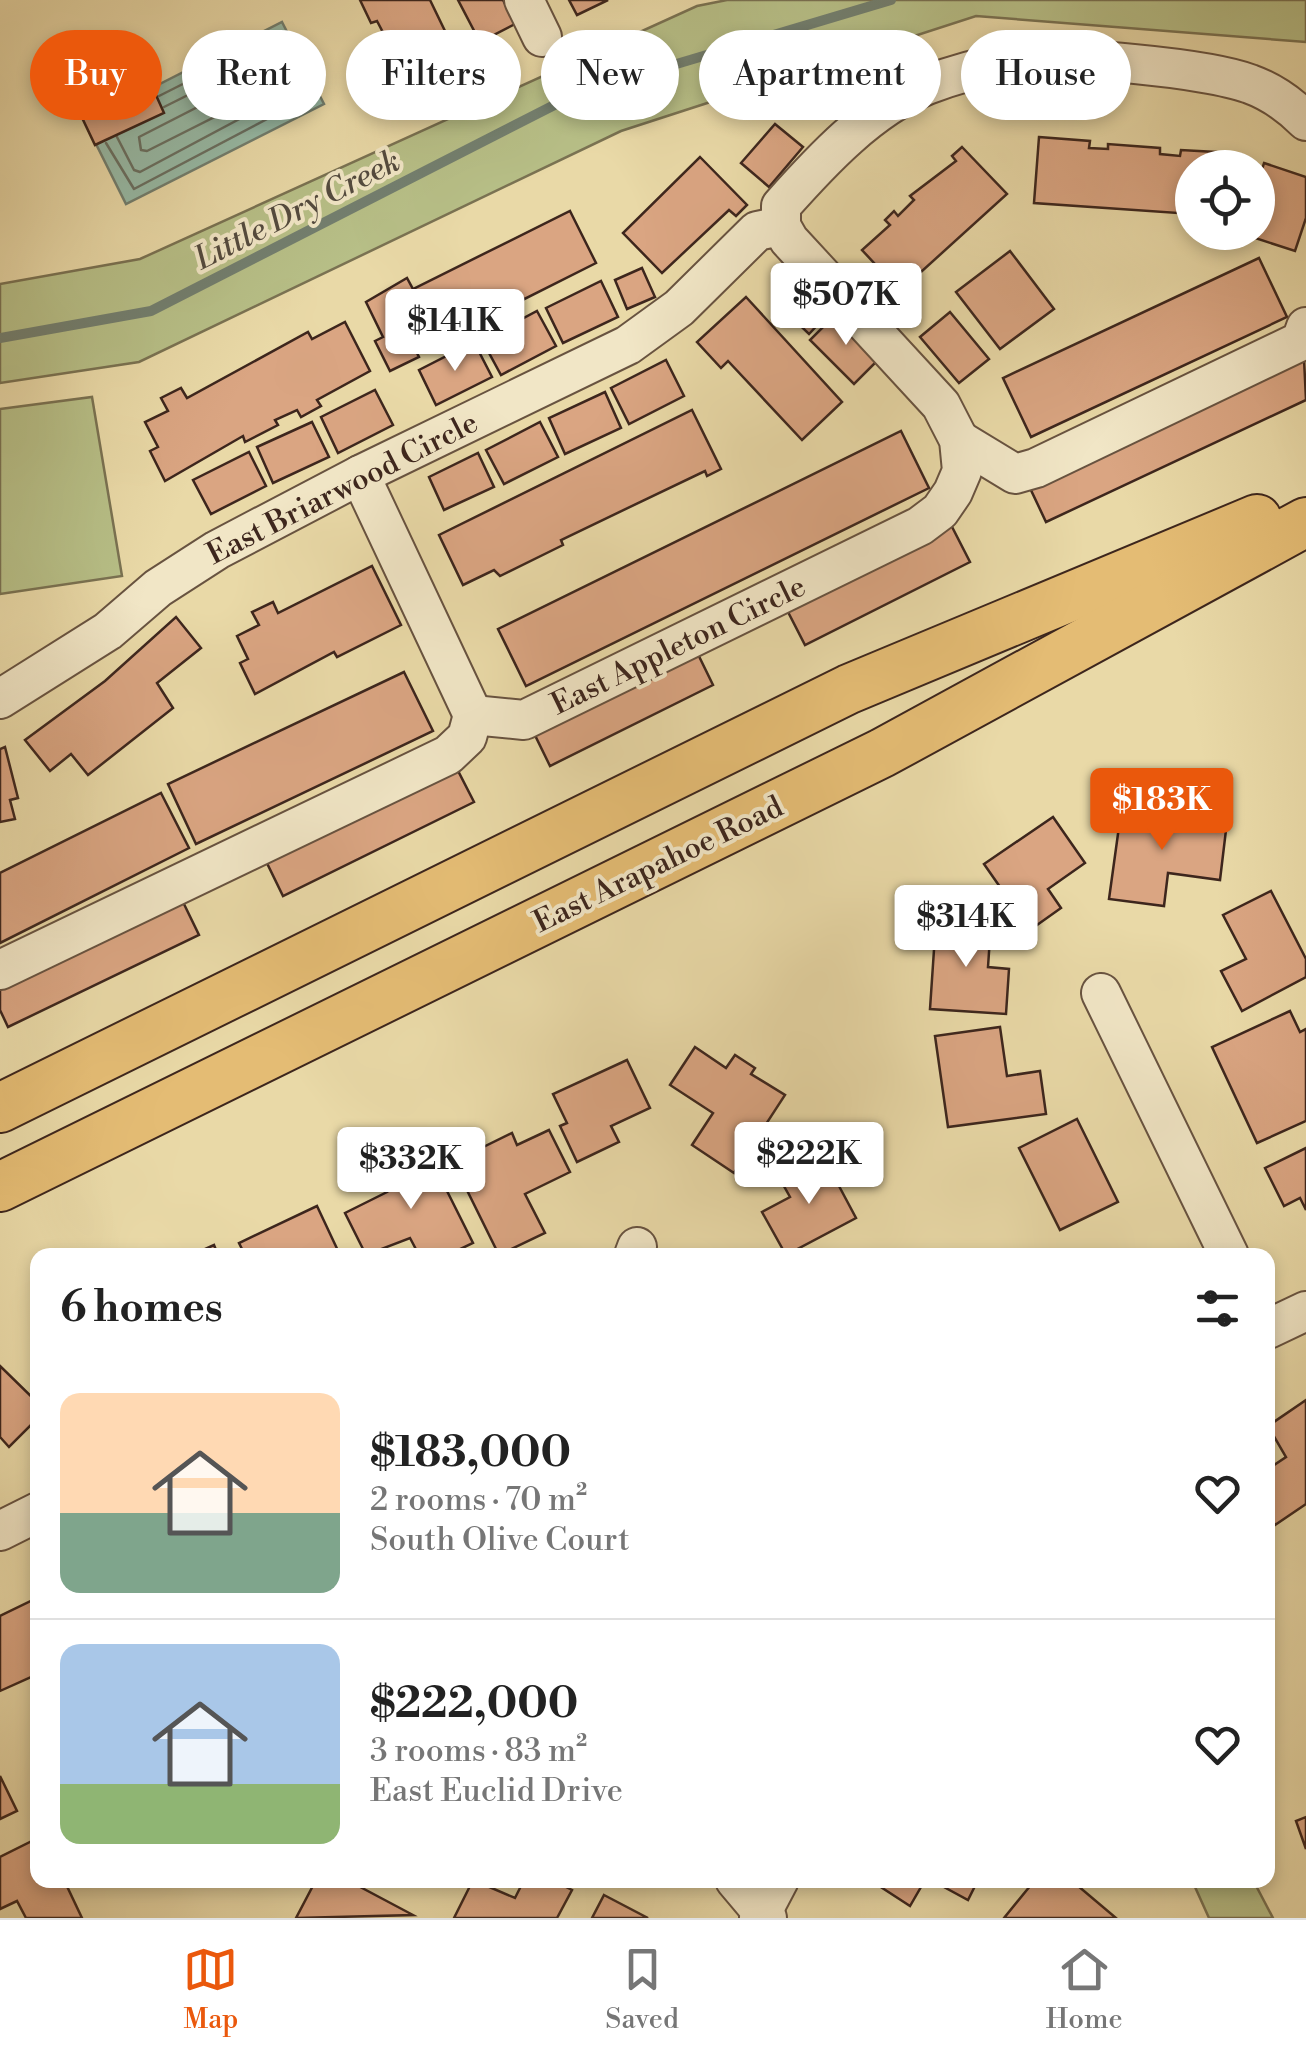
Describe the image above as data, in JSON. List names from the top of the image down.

* * *

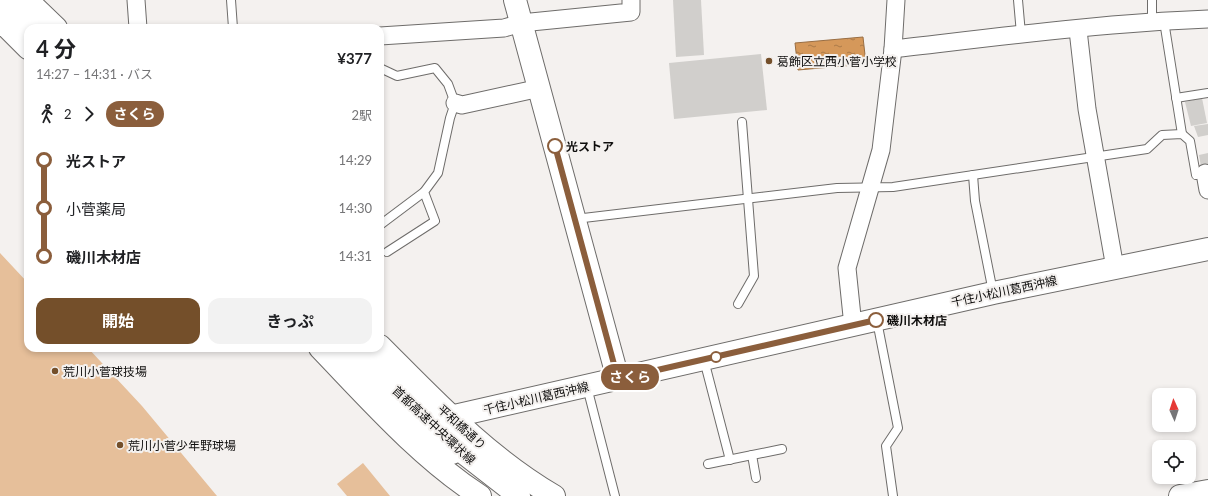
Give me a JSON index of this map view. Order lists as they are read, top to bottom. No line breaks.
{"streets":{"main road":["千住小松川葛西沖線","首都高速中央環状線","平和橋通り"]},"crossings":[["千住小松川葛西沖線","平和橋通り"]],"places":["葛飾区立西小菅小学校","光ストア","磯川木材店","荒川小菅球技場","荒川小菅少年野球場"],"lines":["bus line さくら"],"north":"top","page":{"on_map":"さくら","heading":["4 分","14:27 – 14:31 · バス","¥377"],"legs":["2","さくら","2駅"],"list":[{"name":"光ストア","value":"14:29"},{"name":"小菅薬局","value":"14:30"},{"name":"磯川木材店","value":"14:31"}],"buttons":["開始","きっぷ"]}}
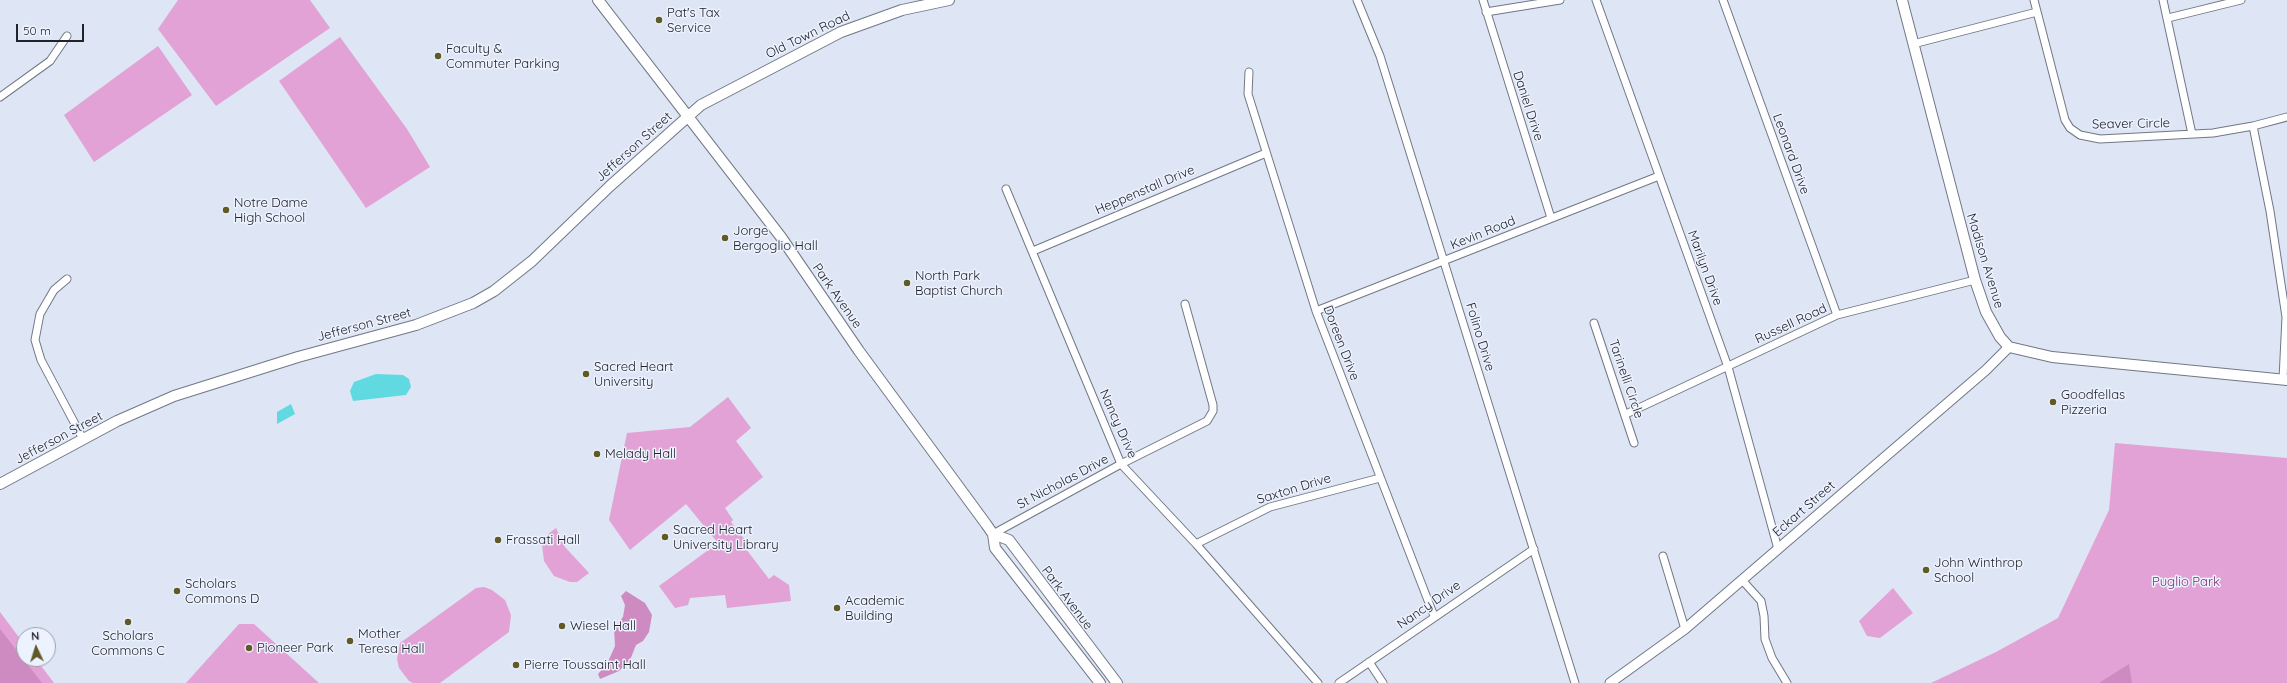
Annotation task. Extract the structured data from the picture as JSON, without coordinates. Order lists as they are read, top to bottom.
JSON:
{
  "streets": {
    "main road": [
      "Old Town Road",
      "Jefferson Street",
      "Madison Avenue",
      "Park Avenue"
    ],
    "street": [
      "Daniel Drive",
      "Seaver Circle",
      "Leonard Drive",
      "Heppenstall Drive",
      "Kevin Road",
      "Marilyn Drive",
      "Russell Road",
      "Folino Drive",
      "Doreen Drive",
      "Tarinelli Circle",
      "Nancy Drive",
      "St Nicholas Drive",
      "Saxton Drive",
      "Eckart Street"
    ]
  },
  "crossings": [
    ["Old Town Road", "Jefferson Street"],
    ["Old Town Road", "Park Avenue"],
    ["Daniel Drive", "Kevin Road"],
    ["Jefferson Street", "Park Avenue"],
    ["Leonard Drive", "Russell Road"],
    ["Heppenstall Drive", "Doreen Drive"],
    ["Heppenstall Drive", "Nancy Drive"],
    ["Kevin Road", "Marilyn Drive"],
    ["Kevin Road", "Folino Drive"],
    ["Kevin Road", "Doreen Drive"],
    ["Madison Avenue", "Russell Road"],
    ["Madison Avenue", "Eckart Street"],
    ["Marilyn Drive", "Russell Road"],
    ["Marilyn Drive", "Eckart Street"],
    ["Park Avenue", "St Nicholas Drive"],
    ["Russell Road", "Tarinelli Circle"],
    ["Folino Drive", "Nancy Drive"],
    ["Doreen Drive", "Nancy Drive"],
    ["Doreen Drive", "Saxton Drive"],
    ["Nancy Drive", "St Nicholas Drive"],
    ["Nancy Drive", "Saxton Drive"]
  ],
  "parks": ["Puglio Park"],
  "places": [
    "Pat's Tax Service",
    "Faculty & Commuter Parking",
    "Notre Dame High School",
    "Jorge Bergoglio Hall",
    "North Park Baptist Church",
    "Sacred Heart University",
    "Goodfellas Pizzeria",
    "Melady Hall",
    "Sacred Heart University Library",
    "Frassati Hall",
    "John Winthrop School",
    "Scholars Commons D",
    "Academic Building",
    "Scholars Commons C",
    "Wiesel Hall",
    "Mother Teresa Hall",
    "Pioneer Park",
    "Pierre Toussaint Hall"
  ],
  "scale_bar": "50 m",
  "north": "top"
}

* * *

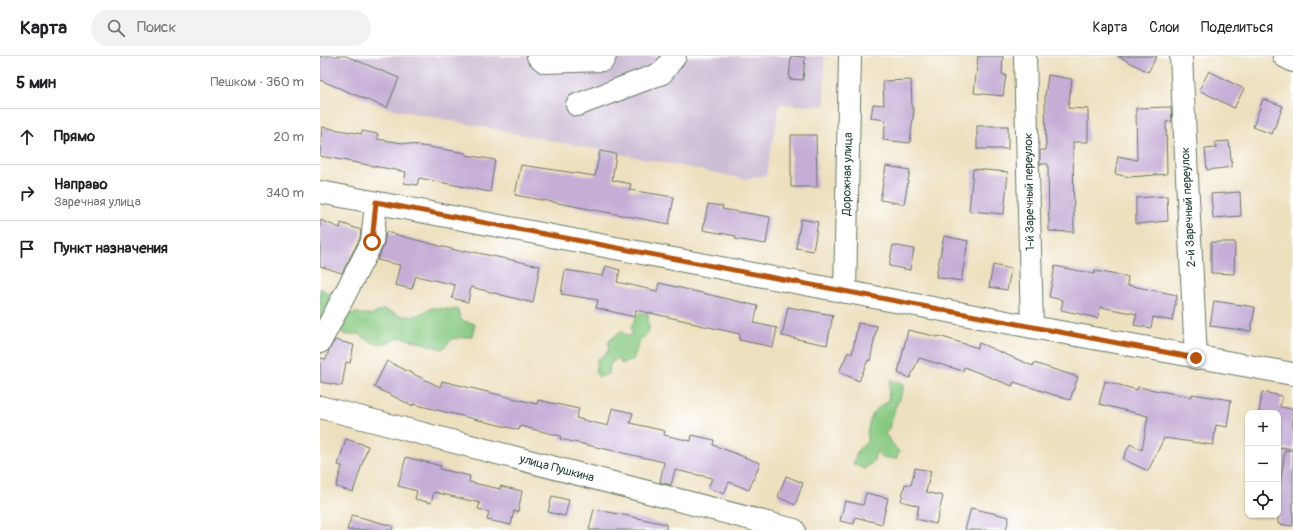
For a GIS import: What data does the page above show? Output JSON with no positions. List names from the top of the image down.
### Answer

### Task statement
Among the lines above, count those containing the word "from" and write only the number.

### Written solution
3